=== Data records ===

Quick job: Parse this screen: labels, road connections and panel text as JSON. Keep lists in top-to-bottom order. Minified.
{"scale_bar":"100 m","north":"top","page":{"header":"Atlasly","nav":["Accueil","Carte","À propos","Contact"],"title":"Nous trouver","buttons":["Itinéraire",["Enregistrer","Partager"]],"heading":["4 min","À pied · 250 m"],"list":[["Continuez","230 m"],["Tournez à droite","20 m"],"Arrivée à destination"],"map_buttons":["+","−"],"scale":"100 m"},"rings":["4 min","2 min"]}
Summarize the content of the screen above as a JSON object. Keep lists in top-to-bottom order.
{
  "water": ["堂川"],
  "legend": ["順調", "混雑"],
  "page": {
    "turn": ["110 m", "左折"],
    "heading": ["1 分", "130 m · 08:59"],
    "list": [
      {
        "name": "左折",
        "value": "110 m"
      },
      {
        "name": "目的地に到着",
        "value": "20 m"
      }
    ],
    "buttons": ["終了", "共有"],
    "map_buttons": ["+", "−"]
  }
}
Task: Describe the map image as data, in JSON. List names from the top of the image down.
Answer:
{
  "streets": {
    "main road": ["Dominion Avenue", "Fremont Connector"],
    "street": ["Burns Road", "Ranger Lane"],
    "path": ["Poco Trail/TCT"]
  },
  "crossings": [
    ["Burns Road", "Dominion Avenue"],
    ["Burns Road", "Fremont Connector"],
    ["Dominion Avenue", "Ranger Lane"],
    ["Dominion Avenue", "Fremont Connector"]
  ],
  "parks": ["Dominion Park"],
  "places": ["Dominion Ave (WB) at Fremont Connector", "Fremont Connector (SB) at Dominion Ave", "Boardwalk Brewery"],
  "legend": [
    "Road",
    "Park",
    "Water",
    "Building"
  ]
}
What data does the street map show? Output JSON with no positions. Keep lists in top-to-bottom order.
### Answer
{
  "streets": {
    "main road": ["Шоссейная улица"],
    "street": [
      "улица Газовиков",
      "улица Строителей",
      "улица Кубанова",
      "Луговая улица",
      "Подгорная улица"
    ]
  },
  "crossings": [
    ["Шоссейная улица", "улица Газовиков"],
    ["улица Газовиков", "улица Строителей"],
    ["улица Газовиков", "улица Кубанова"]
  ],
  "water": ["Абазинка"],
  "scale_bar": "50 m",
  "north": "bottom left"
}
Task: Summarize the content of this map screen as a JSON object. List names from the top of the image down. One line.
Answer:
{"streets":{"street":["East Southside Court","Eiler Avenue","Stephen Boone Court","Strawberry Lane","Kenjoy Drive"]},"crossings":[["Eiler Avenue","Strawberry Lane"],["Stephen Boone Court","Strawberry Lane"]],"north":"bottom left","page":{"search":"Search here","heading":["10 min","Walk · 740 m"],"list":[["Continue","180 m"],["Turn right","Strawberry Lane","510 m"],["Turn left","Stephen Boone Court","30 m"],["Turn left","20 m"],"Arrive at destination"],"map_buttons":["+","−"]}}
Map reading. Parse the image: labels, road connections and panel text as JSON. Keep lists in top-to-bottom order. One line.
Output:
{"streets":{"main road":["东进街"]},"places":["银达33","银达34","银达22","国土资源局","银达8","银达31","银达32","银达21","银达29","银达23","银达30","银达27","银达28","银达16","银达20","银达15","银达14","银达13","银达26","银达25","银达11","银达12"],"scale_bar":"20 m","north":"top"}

===

**What is expected**
Everything above, from first entry to last, must be reproduced exactly.

**Task response**
Quick job: Parse this screen: labels, road connections and panel text as JSON. Keep lists in top-to-bottom order. Minified.
{"scale_bar":"100 m","north":"top","page":{"header":"Atlasly","nav":["Accueil","Carte","À propos","Contact"],"title":"Nous trouver","buttons":["Itinéraire",["Enregistrer","Partager"]],"heading":["4 min","À pied · 250 m"],"list":[["Continuez","230 m"],["Tournez à droite","20 m"],"Arrivée à destination"],"map_buttons":["+","−"],"scale":"100 m"},"rings":["4 min","2 min"]}
Summarize the content of the screen above as a JSON object. Keep lists in top-to-bottom order.
{
  "water": ["堂川"],
  "legend": ["順調", "混雑"],
  "page": {
    "turn": ["110 m", "左折"],
    "heading": ["1 分", "130 m · 08:59"],
    "list": [
      {
        "name": "左折",
        "value": "110 m"
      },
      {
        "name": "目的地に到着",
        "value": "20 m"
      }
    ],
    "buttons": ["終了", "共有"],
    "map_buttons": ["+", "−"]
  }
}
Task: Describe the map image as data, in JSON. List names from the top of the image down.
Answer:
{
  "streets": {
    "main road": ["Dominion Avenue", "Fremont Connector"],
    "street": ["Burns Road", "Ranger Lane"],
    "path": ["Poco Trail/TCT"]
  },
  "crossings": [
    ["Burns Road", "Dominion Avenue"],
    ["Burns Road", "Fremont Connector"],
    ["Dominion Avenue", "Ranger Lane"],
    ["Dominion Avenue", "Fremont Connector"]
  ],
  "parks": ["Dominion Park"],
  "places": ["Dominion Ave (WB) at Fremont Connector", "Fremont Connector (SB) at Dominion Ave", "Boardwalk Brewery"],
  "legend": [
    "Road",
    "Park",
    "Water",
    "Building"
  ]
}
What data does the street map show? Output JSON with no positions. Keep lists in top-to-bottom order.
### Answer
{
  "streets": {
    "main road": ["Шоссейная улица"],
    "street": [
      "улица Газовиков",
      "улица Строителей",
      "улица Кубанова",
      "Луговая улица",
      "Подгорная улица"
    ]
  },
  "crossings": [
    ["Шоссейная улица", "улица Газовиков"],
    ["улица Газовиков", "улица Строителей"],
    ["улица Газовиков", "улица Кубанова"]
  ],
  "water": ["Абазинка"],
  "scale_bar": "50 m",
  "north": "bottom left"
}
Task: Summarize the content of this map screen as a JSON object. List names from the top of the image down. One line.
Answer:
{"streets":{"street":["East Southside Court","Eiler Avenue","Stephen Boone Court","Strawberry Lane","Kenjoy Drive"]},"crossings":[["Eiler Avenue","Strawberry Lane"],["Stephen Boone Court","Strawberry Lane"]],"north":"bottom left","page":{"search":"Search here","heading":["10 min","Walk · 740 m"],"list":[["Continue","180 m"],["Turn right","Strawberry Lane","510 m"],["Turn left","Stephen Boone Court","30 m"],["Turn left","20 m"],"Arrive at destination"],"map_buttons":["+","−"]}}
Map reading. Parse the image: labels, road connections and panel text as JSON. Keep lists in top-to-bottom order. One line.
Output:
{"streets":{"main road":["东进街"]},"places":["银达33","银达34","银达22","国土资源局","银达8","银达31","银达32","银达21","银达29","银达23","银达30","银达27","银达28","银达16","银达20","银达15","银达14","银达13","银达26","银达25","银达11","银达12"],"scale_bar":"20 m","north":"top"}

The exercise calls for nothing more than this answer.